Benedita da Silva, governadora do Rio de Janeiro

 

O sonho de Betinho

"A fome é exclusão. Da terra, do emprego, do salário, da educação, da economia, da vida e da cidadania. Quando uma pessoa chega a não ter o que comer é porque tudo o mais já lhe foi negado. É uma espécie de degredo moderno ou de exílio.” Se estivesse vivo, o autor dessa frase provavelmente se sentiria recompensado. Quatro anos antes de morrer, em 1993, o sociólogo Herbert de Souza, o Betinho, liderou um movimento contra a exclusão, que completa uma década este ano. A Ação da Cidadania contra a Fome, a Miséria e pela Vida nasceu da utopia de erradicar a fome no Brasil. O sonho de Betinho não se realizou, mas desde a última segunda-feira tornou-se mais factível com o anúncio do projeto Fome Zero.

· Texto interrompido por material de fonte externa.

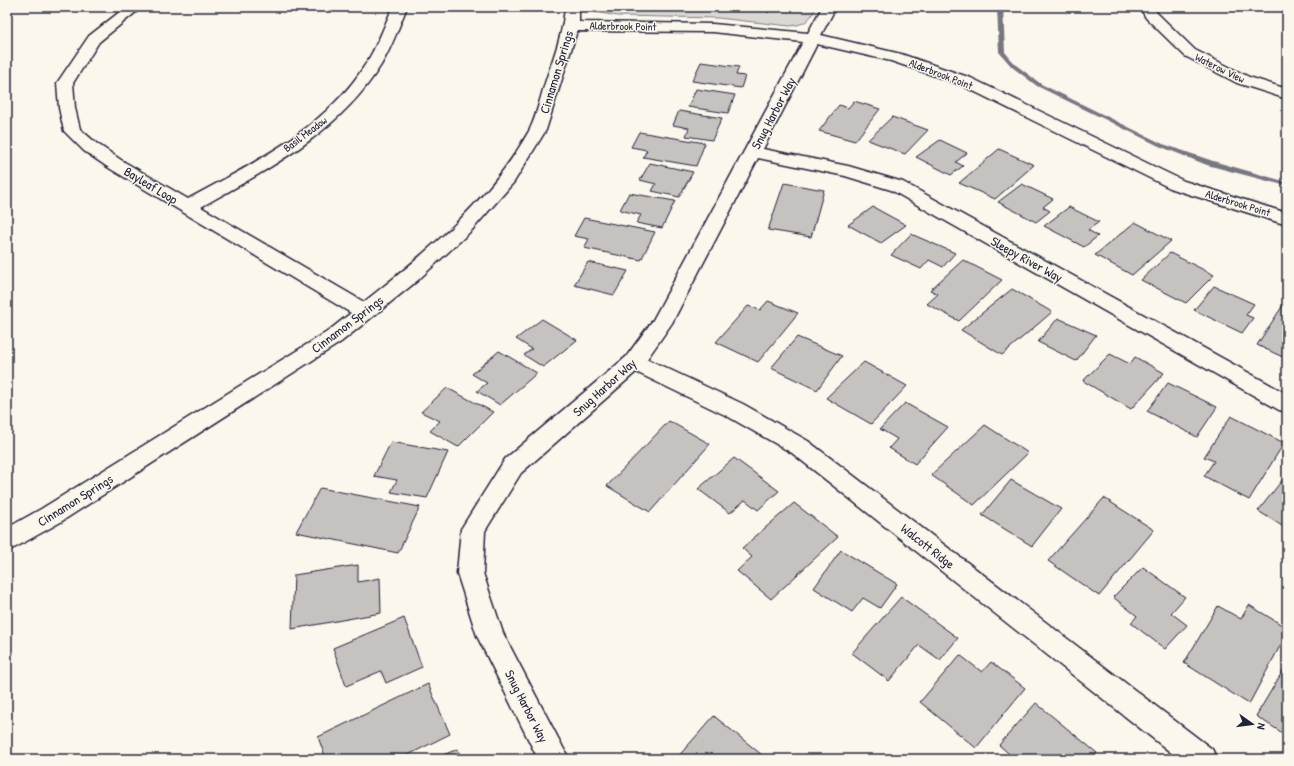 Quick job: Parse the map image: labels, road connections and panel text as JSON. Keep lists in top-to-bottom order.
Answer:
{
  "streets": {
    "street": [
      "Alderbrook Point",
      "Waterow View",
      "Cinnamon Springs",
      "Snug Harbor Way",
      "Basil Meadow",
      "Bayleaf Loop",
      "Sleepy River Way",
      "Walcott Ridge"
    ]
  },
  "crossings": [
    ["Alderbrook Point", "Cinnamon Springs"],
    ["Alderbrook Point", "Snug Harbor Way"],
    ["Cinnamon Springs", "Bayleaf Loop"],
    ["Snug Harbor Way", "Sleepy River Way"],
    ["Snug Harbor Way", "Walcott Ridge"],
    ["Basil Meadow", "Bayleaf Loop"]
  ],
  "north": "right"
} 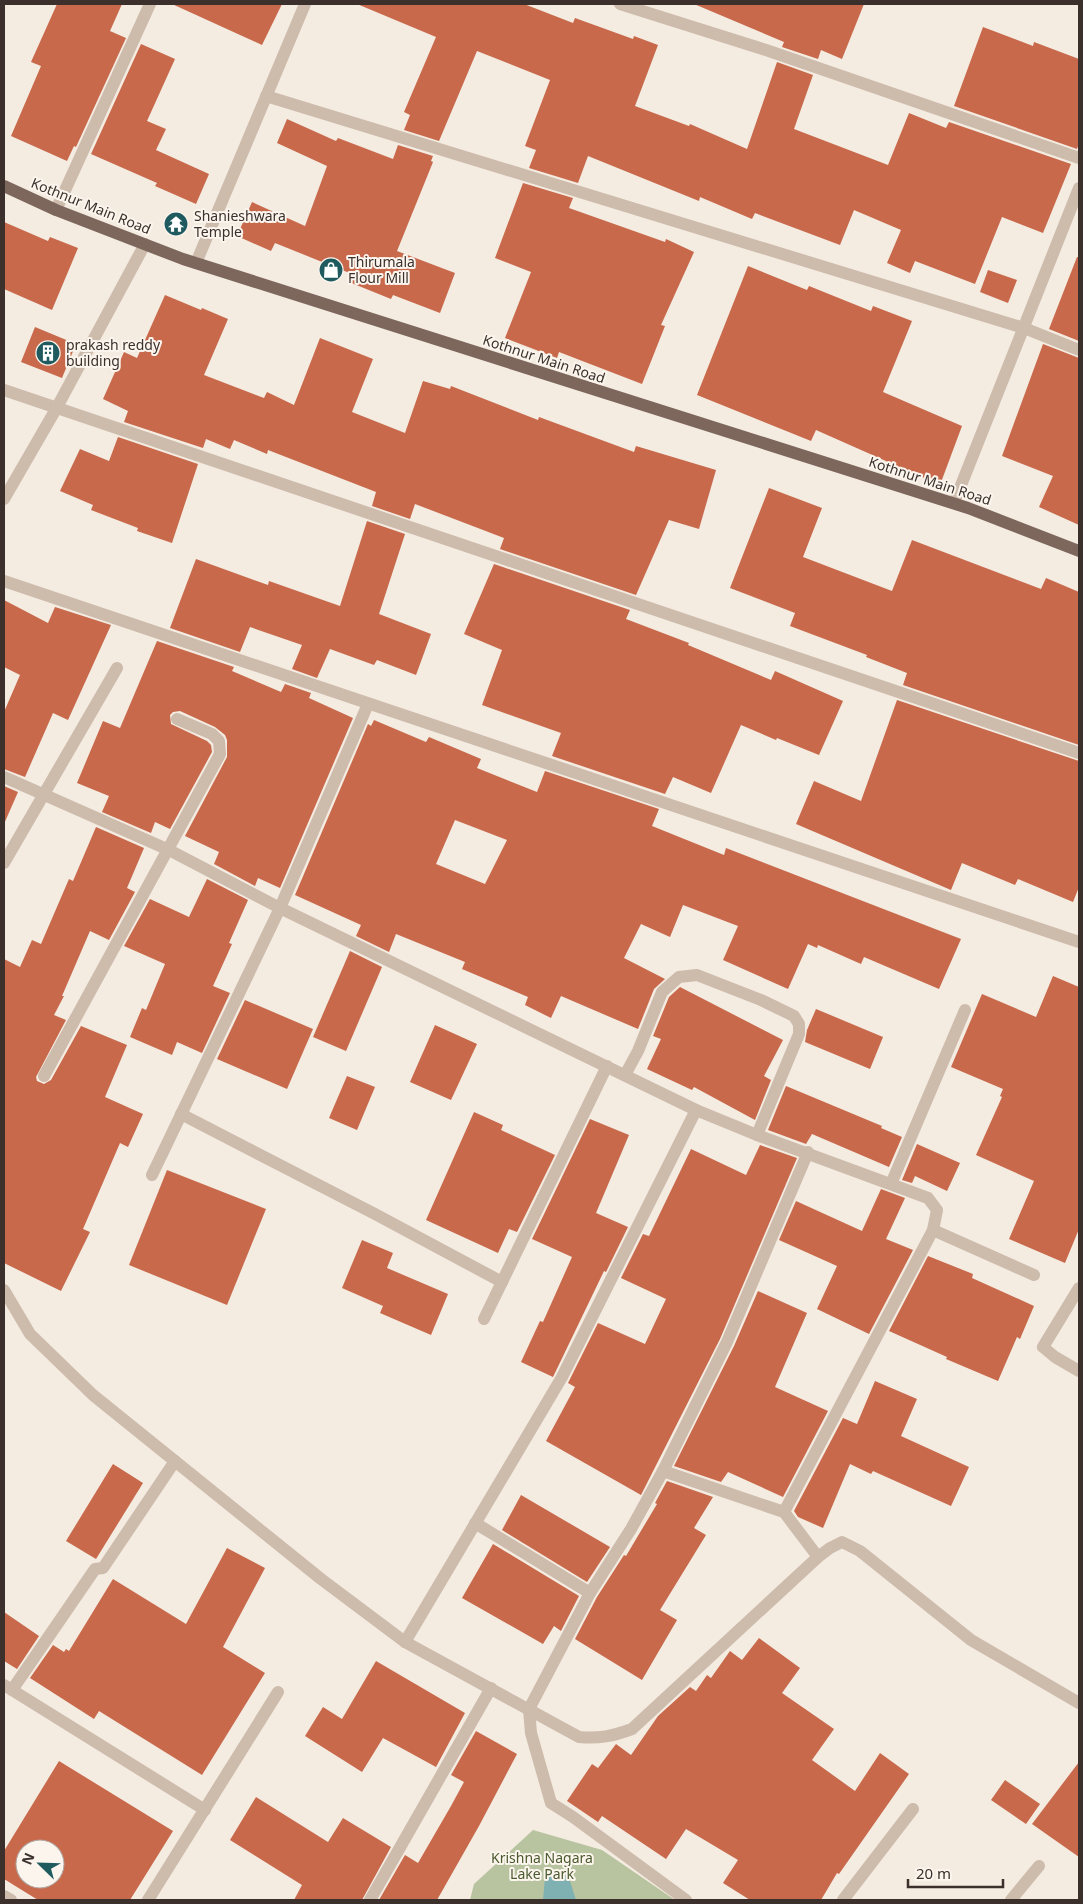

Ao anunciá-lo, Lula começa a reescrever uma história interrompida no ano em que nascia a Ação da Cidadania. Itamar Franco tinha acabado de assumir o governo quando recebeu das mãos de Lula uma proposta de política nacional de segurança alimentar elaborada pelo PT. Itamar criou o Conselho de Segurança Alimentar e Lula sugeriu Betinho para presidi-lo. O convite foi recusado porque a Ação da Cidadania já era trabalho demais para Betinho. Hemofílico, contraiu o vírus da Aids em transfusão de sangue. Coube então ao bispo dom Mauro Morelli, de Duque de Caxias, na Baixada Fluminense, presidir o órgão.

Enquanto Betinho iniciava sua cruzada, o governo anunciava os primeiros dados estatísticos sobre indigência. Eram 32 milhões de famintos em 1993, constatava o Ipea. No segundo Natal Sem Fome, 820 mil cestas básicas foram arrecadadas, beneficiando 410 mil famílias. O volume crescia ano a ano até que, em 1997, Betinho morreu. Seu projeto por pouco não foi engavetado, mas o filho mais velho, Daniel de Souza, e colaboradores, como Maurício de Andrade, decidiram não sepultar a ONG com seu fundador. No ano passado, foram 3,5 mil toneladas de alimentos arrecadados. “A cesta dura apenas uma semana, o que é irrisório. O importante agora é que a fome esteja em discussão e a sociedade reconheça que o problema é gravíssimo”, analisa Daniel, que espera discutir seu projeto com Lula. É com a autoridade de quem lidera o Natal Sem Fome há dez anos que seus gestores apresentaram o projeto Brasil Sem Fome aos candidatos. Com a ajuda da Embrapa, concluiu-se que o feijão é a leguminosa mais consumida na América Latina. Seu valor protéico varia de 20% a 25%. Cerca 50 milhões de brasileiros não comem feijão diariamente. O projeto sustenta que, com cerca de R$ 860 milhões anuais, seria possível, em um ano, acabar com a fome emergencial.

A trincheira do rio

A guerra contra a fome tem há sete meses uma trincheira no Rio de Janeiro, aberta por outra liderança petista que já não teve o que comer. Criada na favela Chapéu Mangueira, Benedita da Silva, 60 anos, passou fome na infância e viveu o drama de não ter como alimentar os filhos. A governadora montou uma rede de programas de combate à fome no Estado que pode servir de inspiração para o futuro governo. “Sou um soldado do novo presidente na guerra contra o pior dos flagelos. Ele passou fome como eu”, lembra a assistente social Benedita a ISTOÉ.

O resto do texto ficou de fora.